Audits. A legal audit is a powerful tool for evaluating regulatory compliance. Internal audits headed by the compliance team should have a predefined schedule and standardized process for evaluation of the compliance system or parts of the system. Most importantly, the compliance team should define appropriate actions in response to non-compliance. Audits serve as evaluation points to continue improvement in compliance.
An external audit has even more weight than an internal audit. With an outside party’s evaluation comes a level of objectivity and honesty that can be difficult to achieve internally. Willingness to undergo an external audit demonstrates a real commitment to compliance and enhances trust in your commitment to responsibly using AI. As we’ll discuss more in the next blog, companies also can combine the legal audit process with an ethics audit.
Platform functionality. Many data and governance systems have integrated compliance mechanisms. For example, they might automate the masking of personally identifiable information (PII) related to customers or employees. Some software helps manage compliance with multiple, sometimes competing, regulations—for example, when GDPR’s ‘right to be forgotten’ policy conflicts with tax record requirements.
The Current Legal Landscape
Any leader looking to start a generative AI project should have a basic understanding of the current legal landscape. This understanding in no way replaces the expertise of a dedicated compliance team, but it does help with broader decision-making. Leaders may decide to continue prototyping generative AI solutions and wait to invest significant resources until the consequences of these new AI laws are understood.

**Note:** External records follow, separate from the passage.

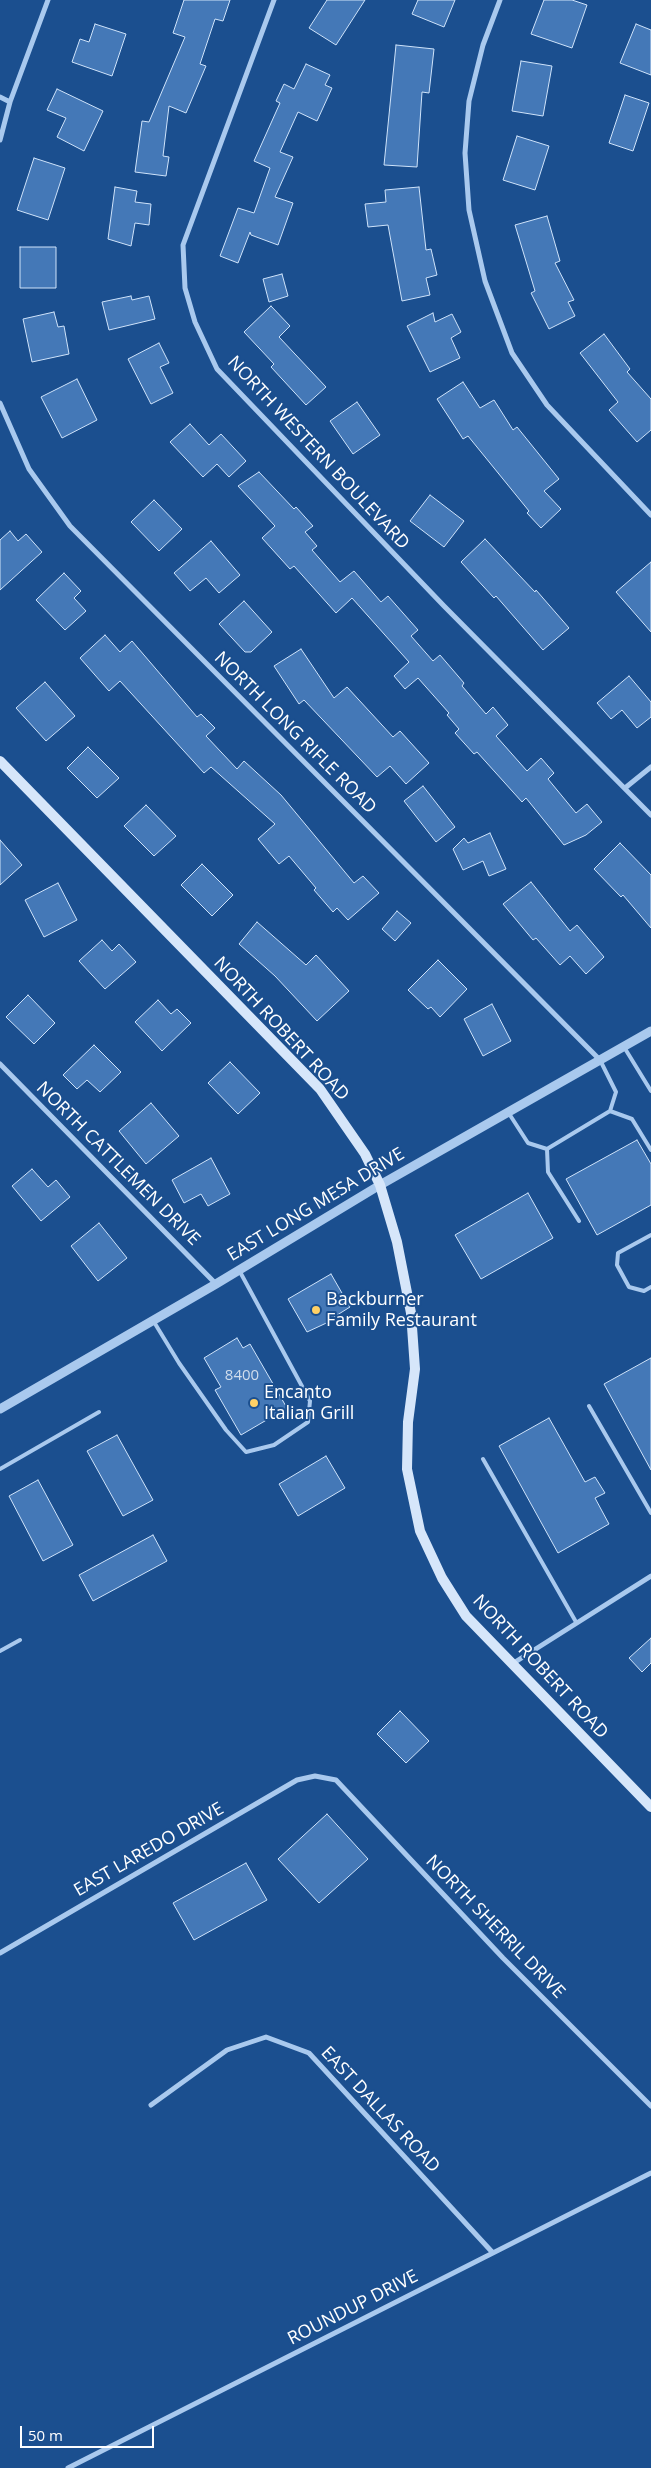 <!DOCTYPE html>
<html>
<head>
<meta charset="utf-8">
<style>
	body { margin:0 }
	#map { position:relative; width:651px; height:2468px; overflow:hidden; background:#1b4f8f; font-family:"Open Sans",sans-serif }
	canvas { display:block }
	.scale { position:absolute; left:20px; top:2426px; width:134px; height:22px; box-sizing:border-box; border:2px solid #fff; border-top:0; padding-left:6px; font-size:15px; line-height:18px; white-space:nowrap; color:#fff; -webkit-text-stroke:4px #1b4f8f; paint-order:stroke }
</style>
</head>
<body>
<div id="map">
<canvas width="651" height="2468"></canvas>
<div class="scale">50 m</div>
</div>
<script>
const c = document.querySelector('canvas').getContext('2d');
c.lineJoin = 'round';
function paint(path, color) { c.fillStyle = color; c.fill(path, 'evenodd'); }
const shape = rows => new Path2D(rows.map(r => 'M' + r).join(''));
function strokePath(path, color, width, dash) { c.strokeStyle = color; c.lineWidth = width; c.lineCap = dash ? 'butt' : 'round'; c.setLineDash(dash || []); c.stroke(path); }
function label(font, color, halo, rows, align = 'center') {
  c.font = font + ' "Open Sans",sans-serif'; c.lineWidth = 4; c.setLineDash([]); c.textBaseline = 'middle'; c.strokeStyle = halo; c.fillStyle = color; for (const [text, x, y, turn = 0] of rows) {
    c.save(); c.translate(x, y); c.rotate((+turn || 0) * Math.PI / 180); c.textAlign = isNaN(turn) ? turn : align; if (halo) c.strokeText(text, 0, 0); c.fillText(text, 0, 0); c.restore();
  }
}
const building = shape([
	[184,0,230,0,223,21,215,19,200,64,206,66,186,113,169,106,163,156,169,157,166,176,135,172,142,121,149,122,185,37,173,33,184,0],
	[327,0,365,0,336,45,309,28,327,0],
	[418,0,455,0,444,27,412,14,418,0],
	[544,0,572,0,587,5,572,48,531,34,544,0],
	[95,24,126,34,112,76,72,62,80,39,89,42,95,24],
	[636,24,651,30,651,75,620,63,636,24],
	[396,45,434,49,429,93,422,92,417,167,384,165,396,45],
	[521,61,552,66,543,116,512,111,521,61],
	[306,64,330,75,325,85,332,88,317,121,298,112,280,152,293,157,275,197,293,203,278,245,251,235,250,232,238,263,220,256,238,208,254,213,270,168,254,161,280,103,276,101,284,84,294,89,306,64],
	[57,89,103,111,84,151,57,137,66,118,47,110,57,89],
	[625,95,649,103,633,151,609,143,625,95],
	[517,136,549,146,535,190,503,180,517,136],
	[34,158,65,168,48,220,17,210,34,158],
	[115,187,137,191,135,202,151,204,149,225,135,223,131,246,108,239,115,187],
	[419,187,426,250,431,249,437,275,426,278,430,295,402,301,388,225,368,227,365,204,386,202,385,190,419,187],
	[547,216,560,261,555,263,574,300,568,302,575,316,549,329,531,293,535,291,515,225,547,216],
	[20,247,56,247,56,288,20,288,20,247],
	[282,274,288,296,269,302,263,279,282,274],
	[131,296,132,300,149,296,155,319,109,330,102,302,131,296],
	[271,306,290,326,279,337,326,387,306,405,271,367,274,364,244,332,271,306],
	[54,312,58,327,64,326,69,354,32,362,23,319,54,312],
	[433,313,435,322,452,314,461,332,451,338,460,358,430,372,407,326,433,313],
	[604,334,630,369,627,372,651,399,651,430,637,442,609,410,618,402,580,353,604,334],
	[159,343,169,363,160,367,173,393,151,404,128,359,159,343],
	[77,379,97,420,62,438,41,397,77,379],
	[463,382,480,408,494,400,513,430,517,427,559,479,544,491,561,509,541,528,527,513,529,511,468,436,463,439,437,399,463,382],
	[357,402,380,435,353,454,330,421,357,402],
	[190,424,209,445,221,434,246,461,229,477,217,464,203,477,170,442,190,424],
	[259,472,294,509,296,507,313,526,305,532,317,546,312,550,340,582,354,571,381,602,388,596,418,630,411,636,433,661,440,655,464,683,462,686,486,714,493,707,508,725,496,736,527,771,541,758,554,773,548,779,576,813,587,804,602,822,586,835,564,845,526,798,522,802,477,752,474,754,455,733,459,729,447,715,449,713,418,678,405,689,394,676,409,662,352,598,336,613,294,566,290,569,262,538,275,526,238,486,259,472],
	[430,495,464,521,444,547,410,521,430,495],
	[154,500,182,529,159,551,131,522,154,500],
	[10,531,18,541,26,534,42,552,0,590,0,540,10,531],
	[485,539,535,592,536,590,569,628,543,650,496,596,494,598,461,562,485,539],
	[211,541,240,575,219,593,206,578,190,591,174,573,211,541],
	[651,562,651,632,616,592,651,562],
	[64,573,81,591,74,598,86,611,65,630,36,600,64,573],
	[244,601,272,632,251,652,245,652,219,624,244,601],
	[105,635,120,652,132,641,197,717,201,714,215,728,206,736,237,769,244,761,281,795,354,883,363,876,379,893,348,920,337,908,333,912,314,890,316,888,289,856,279,864,258,839,275,824,211,767,204,773,120,681,109,691,80,658,105,635],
	[301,649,334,698,347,687,393,737,400,731,429,763,406,784,390,766,377,777,304,700,299,704,274,666,301,649],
	[629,676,651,702,651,717,637,728,622,710,611,719,597,703,629,676],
	[45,682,75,716,46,741,16,708,45,682],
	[88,747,119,778,97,798,67,768,88,747],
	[423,786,455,827,436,842,404,801,423,786],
	[146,805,176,836,154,856,124,826,146,805],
	[490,833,506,869,489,876,483,861,463,870,453,849,464,838,468,843,490,833],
	[0,840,22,865,0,885,0,840],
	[620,843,651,875,651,928,623,895,621,897,594,869,620,843],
	[202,864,233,895,212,916,181,885,202,864],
	[531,882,570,931,577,925,604,957,586,974,570,956,560,965,536,938,533,940,503,904,531,882],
	[58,883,77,920,44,937,25,900,58,883],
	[397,911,411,923,395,941,382,929,397,911],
	[257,922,306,965,316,955,349,991,317,1021,275,976,239,944,257,922],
	[102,940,112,951,119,944,136,962,105,989,79,961,102,940],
	[438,960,467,989,440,1017,431,1007,428,1009,408,990,438,960],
	[28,995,55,1023,34,1044,6,1017,28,995],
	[158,1000,171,1014,177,1009,191,1023,162,1051,135,1022,158,1000],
	[492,1004,511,1041,483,1056,464,1019,492,1004],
	[94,1045,121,1072,100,1092,87,1080,77,1089,63,1075,94,1045],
	[230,1062,260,1093,238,1114,208,1083,230,1062],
	[151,1103,179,1136,146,1164,119,1131,151,1103],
	[637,1140,651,1164,651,1205,597,1235,566,1179,637,1140],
	[211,1158,230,1194,208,1206,201,1194,184,1203,172,1180,211,1158],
	[32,1169,48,1187,56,1180,70,1197,41,1221,12,1186,32,1169],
	[528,1193,553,1238,481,1279,455,1235,528,1193],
	[99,1223,127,1258,98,1281,71,1246,99,1223],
	[331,1274,350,1307,334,1317,335,1319,307,1332,288,1299,331,1274],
	[237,1338,243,1348,250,1344,287,1408,241,1435,215,1390,221,1387,204,1358,237,1338],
	[651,1358,651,1470,604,1384,651,1358],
	[549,1418,585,1482,595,1477,605,1493,595,1498,609,1524,558,1553,499,1446,549,1418],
	[117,1435,153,1500,123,1516,87,1451,117,1435],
	[326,1456,345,1488,298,1516,279,1484,326,1456],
	[38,1480,73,1545,43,1561,9,1496,38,1480],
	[153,1535,167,1561,93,1601,79,1575,153,1535],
	[651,1638,651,1663,642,1672,629,1658,651,1638],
	[400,1711,429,1741,406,1763,377,1734,400,1711],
	[327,1814,368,1859,319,1903,278,1859,327,1814],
	[246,1863,267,1900,194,1940,173,1903,246,1863]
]);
paint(building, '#4478b7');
strokePath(building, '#cfe3fa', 1);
strokePath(shape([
	[624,1047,651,1091],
	[610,1111,632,1119,651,1150],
	[508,1112,528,1143,547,1149,610,1111,616,1092,600,1060],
	[547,1149,548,1172,579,1221],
	[651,1235,618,1253,617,1265,629,1287,644,1291,651,1287],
	[154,1322,179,1363,226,1430,246,1452,274,1445,308,1422,310,1401,239,1270],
	[589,1406,651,1513],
	[483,1459,576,1622],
	[0,1469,99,1412],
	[0,1651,20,1640]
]), '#a9c9ee', 4);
strokePath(shape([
	[274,0,183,245,185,288,195,322,217,369,444,606,651,815],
	[500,0,483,45,469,101,465,153,469,210,485,281,512,353,547,405,651,515],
	[0,97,10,102],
	[0,140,10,102,48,0],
	[0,403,29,469,70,526,600,1060],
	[625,788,651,767],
	[0,1064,216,1284],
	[512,1664,651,1576],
	[0,1953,297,1780,315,1776,336,1780,503,1958,651,2106],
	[151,2105,227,2050,266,2037,309,2053,493,2253],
	[68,2468,651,2173]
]), '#a9c9ee', 5);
strokePath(shape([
	[0,1409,216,1284,380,1185,651,1031]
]), '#a9c9ee', 9);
strokePath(shape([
	[0,761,320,1089,365,1154,380,1185,397,1242,411,1313,415,1369,408,1422,407,1469,420,1531,442,1578,466,1616,651,1807]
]), '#d6e6fa', 10);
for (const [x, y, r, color] of [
	[316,1310,5,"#ffd166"],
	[254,1403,5,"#ffd166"]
]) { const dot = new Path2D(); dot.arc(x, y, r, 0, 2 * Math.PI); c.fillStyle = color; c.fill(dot); strokePath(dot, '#1b4f8f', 2); }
label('15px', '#d0dded', null, [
	["8400",242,1376]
]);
label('18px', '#fff', '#1b4f8f', [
	["NORTH WESTERN BOULEVARD",318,453,47],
	["NORTH LONG RIFLE ROAD",295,733,45],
	["NORTH ROBERT ROAD",281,1029,47],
	["NORTH CATTLEMEN DRIVE",118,1164,45],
	["EAST LONG MESA DRIVE",316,1205,-31],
	["NORTH ROBERT ROAD",540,1667,47],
	["EAST LAREDO DRIVE",149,1850,-30],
	["NORTH SHERRIL DRIVE",495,1927,46],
	["EAST DALLAS ROAD",380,2110,47],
	["ROUNDUP DRIVE",353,2308,-27]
]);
label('18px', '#fff', '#1b4f8f', [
	["Backburner",326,1300],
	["Family Restaurant",326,1321],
	["Encanto",264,1393],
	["Italian Grill",264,1414]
], 'left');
</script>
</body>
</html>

Currently, laws that apply to generative AI have been data-focused laws. These laws, in particular the General Data Protection Regulation (GDPR) and California Consumer Protection Act (CCPA), help protect individual privacy through data regulation. Because generative AI risks go beyond data risks, regulators have begun drafting AI-focused laws. The EU AI Act and US Blueprint for AI Bill of Rights are the most significant drafts of AI legislation coming soon. (See Figure 1)
Figure 1. Key Regulation Relevant to AI
Generally, the EU created stronger laws than the US and gave more authority and funding to regulatory bodies. Therefore international companies spend more resources to comply with these regulations. The upside has been that remaining compliant with the most stringent regulation makes compliance with any other regulations easier. While the US federal government has allowed states to dictate data laws so far, its new AI blueprint suggests federal legislation is on the way. The Chinese government, meanwhile, just released the Interim Measures for the Management of Generative Artificial Intelligence Services.
Regulation of AI includes data regulation and AI model regulation in a landscape that varies by jurisdiction and changes frequently. Responsible AI, the legal branch in particular, helps companies navigate these challenges, remain compliant, and develop and govern useful and profitable AI solutions. The next blog of this series will delve into ethical principles of responsible AI and how they guide risk management, in particular generative AI.